LSB_JOB_MEMLIMIT

Determines whether the memory limit is a per-process limit enforced by the OS or whether it is a per-job limit enforced by LSF.

Syntax

LSB_JOB_MEMLIMIT=y | n

Description

  • The per-process limit is enforced by the OS when the memory allocated to one process of the job exceeds the memory limit.
  • The per-job limit is enforced by LSF when the sum of the memory allocated to all processes of the job exceeds the memory limit.

This parameter applies to memory limits set when a job is submitted with bsub -M mem_limit, and to memory limits set for queues with the MEMLIMIT parameter in the lsb.queues file.

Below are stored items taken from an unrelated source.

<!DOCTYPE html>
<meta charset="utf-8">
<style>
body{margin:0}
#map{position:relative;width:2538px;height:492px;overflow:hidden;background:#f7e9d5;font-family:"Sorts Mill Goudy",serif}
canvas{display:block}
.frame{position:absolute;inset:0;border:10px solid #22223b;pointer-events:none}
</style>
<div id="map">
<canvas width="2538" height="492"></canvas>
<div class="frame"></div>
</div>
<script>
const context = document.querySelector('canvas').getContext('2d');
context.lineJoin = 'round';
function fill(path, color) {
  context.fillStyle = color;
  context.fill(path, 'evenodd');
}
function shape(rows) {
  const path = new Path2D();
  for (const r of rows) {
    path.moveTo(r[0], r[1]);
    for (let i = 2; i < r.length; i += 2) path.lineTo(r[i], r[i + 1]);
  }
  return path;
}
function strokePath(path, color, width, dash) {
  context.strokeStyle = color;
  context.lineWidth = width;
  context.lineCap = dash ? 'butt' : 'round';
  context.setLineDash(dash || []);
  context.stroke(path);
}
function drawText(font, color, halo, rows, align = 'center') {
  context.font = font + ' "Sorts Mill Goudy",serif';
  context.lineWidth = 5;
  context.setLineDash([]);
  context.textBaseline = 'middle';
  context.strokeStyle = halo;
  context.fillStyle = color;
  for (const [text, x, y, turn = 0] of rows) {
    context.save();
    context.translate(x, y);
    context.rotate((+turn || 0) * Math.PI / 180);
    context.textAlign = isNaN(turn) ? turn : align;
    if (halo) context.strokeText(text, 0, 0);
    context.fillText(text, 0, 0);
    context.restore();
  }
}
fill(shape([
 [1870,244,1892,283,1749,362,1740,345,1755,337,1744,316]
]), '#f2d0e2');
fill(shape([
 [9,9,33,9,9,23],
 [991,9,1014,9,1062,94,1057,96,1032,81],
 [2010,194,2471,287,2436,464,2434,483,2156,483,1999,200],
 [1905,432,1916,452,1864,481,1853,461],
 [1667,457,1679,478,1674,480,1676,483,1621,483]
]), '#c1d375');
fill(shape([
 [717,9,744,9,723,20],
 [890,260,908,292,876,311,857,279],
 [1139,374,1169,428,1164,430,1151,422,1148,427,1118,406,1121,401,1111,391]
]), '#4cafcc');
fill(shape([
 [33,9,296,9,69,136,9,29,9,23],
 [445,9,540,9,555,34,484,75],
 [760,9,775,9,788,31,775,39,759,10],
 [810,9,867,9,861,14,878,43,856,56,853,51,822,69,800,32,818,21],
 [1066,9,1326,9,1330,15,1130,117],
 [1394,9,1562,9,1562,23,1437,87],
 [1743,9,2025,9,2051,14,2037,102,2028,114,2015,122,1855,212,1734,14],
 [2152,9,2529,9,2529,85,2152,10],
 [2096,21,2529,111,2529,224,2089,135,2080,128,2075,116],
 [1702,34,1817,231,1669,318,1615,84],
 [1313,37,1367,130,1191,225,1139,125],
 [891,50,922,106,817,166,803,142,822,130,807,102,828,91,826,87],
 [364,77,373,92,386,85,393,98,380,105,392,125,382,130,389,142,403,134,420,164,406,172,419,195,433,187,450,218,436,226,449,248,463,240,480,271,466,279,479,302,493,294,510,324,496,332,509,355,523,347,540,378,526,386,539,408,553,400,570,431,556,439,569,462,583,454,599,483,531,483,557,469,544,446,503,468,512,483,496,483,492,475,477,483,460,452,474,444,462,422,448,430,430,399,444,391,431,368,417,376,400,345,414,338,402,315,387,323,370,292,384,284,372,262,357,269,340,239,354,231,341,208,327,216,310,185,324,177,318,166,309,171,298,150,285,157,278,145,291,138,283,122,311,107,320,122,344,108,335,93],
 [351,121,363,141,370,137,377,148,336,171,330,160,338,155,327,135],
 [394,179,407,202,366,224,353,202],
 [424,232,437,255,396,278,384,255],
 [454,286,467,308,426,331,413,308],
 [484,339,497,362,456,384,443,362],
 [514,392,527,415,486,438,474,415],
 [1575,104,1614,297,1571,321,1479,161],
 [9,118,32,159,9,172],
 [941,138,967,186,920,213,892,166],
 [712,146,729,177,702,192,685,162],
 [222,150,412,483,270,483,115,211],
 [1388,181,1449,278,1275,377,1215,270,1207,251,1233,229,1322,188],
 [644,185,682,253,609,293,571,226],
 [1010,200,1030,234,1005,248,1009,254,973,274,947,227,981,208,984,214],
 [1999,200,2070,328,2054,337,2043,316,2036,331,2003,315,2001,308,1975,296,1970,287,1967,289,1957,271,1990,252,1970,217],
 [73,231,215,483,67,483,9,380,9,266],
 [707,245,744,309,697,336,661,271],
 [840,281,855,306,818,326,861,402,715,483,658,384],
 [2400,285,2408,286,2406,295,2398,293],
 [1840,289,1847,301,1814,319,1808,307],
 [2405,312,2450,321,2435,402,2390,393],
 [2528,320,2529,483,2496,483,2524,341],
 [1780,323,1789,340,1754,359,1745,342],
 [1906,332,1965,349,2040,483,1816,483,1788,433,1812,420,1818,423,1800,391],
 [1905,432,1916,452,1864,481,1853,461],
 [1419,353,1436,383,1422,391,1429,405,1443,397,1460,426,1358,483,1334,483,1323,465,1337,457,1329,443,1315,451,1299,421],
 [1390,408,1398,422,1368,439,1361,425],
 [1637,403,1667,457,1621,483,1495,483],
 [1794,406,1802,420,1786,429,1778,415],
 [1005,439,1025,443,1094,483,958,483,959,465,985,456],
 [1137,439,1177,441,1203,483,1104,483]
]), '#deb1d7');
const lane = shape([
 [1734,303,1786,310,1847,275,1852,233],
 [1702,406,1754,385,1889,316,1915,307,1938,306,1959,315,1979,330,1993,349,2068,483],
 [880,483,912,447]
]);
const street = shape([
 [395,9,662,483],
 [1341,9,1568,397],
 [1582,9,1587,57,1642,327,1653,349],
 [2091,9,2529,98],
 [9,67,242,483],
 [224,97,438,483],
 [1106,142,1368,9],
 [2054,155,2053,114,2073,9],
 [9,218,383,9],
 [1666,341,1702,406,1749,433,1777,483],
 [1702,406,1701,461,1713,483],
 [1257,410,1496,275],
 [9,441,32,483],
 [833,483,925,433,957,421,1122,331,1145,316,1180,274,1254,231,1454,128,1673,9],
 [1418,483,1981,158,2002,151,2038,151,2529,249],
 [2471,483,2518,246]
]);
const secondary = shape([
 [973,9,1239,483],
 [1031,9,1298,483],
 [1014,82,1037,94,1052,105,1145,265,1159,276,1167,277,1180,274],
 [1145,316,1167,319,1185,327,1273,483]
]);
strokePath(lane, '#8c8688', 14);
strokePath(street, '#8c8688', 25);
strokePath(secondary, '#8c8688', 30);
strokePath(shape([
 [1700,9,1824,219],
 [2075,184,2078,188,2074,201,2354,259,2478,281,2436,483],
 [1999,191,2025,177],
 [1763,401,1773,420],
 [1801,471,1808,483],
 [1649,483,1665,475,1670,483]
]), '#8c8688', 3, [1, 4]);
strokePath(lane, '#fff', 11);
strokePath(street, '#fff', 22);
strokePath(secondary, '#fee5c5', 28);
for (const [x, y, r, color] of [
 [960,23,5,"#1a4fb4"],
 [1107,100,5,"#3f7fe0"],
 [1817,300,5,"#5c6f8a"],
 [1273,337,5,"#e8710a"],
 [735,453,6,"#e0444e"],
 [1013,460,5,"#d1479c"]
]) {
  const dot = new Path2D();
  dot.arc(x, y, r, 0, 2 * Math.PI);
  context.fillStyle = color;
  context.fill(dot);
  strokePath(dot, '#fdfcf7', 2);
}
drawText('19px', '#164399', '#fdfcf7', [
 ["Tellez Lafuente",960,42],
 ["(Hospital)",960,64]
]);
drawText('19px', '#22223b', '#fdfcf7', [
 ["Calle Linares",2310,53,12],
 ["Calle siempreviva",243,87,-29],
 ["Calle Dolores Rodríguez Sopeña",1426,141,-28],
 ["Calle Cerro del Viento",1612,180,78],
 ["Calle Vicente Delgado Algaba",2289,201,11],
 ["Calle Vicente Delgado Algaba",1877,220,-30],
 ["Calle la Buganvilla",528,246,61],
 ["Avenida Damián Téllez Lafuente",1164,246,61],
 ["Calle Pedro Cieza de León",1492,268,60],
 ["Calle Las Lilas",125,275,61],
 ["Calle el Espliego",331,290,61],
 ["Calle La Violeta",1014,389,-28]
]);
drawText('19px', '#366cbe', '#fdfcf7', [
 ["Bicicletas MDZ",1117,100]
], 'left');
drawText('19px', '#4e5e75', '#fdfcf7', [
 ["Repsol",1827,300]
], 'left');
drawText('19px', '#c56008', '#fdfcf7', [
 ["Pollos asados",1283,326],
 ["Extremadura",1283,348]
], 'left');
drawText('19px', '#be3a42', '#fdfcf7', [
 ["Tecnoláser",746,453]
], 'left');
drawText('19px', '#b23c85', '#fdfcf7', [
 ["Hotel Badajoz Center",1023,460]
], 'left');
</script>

The setting of the LSB_JOB_MEMLIMIT parameter has the following effect on how the limit is enforced:


LSB_JOB_MEMLIMIT LSF-enforced per-job limit OS-enforced per-process limit
y Enabled Disabled
n or not defined Disabled Enabled

When the LSB_JOB_MEMLIMIT parameter is Y, the LSF-enforced per-job limit is enabled, and the OS-enforced per-process limit is disabled.

When LSB_JOB_MEMLIMIT is N or not defined, the LSF-enforced per-job limit is disabled, and the OS-enforced per-process limit is enabled.

LSF-enforced per-job limit
When the total memory allocated to all processes in the job exceeds the memory limit, LSF sends the following signals to kill the job: SIGINT, SIGTERM, then SIGKILL. The interval between signals is 10 seconds by default.

On UNIX, the time interval between SIGINT, SIGKILL, SIGTERM can be configured with the parameter JOB_TERMINATE_INTERVAL in lsb.params.

OS-enforced per process limit
When the memory allocated to one process of the job exceeds the memory limit, the operating system enforces the limit. LSF passes the memory limit to the operating system. Some operating systems apply the memory limit to each process, and some do not enforce the memory limit at all.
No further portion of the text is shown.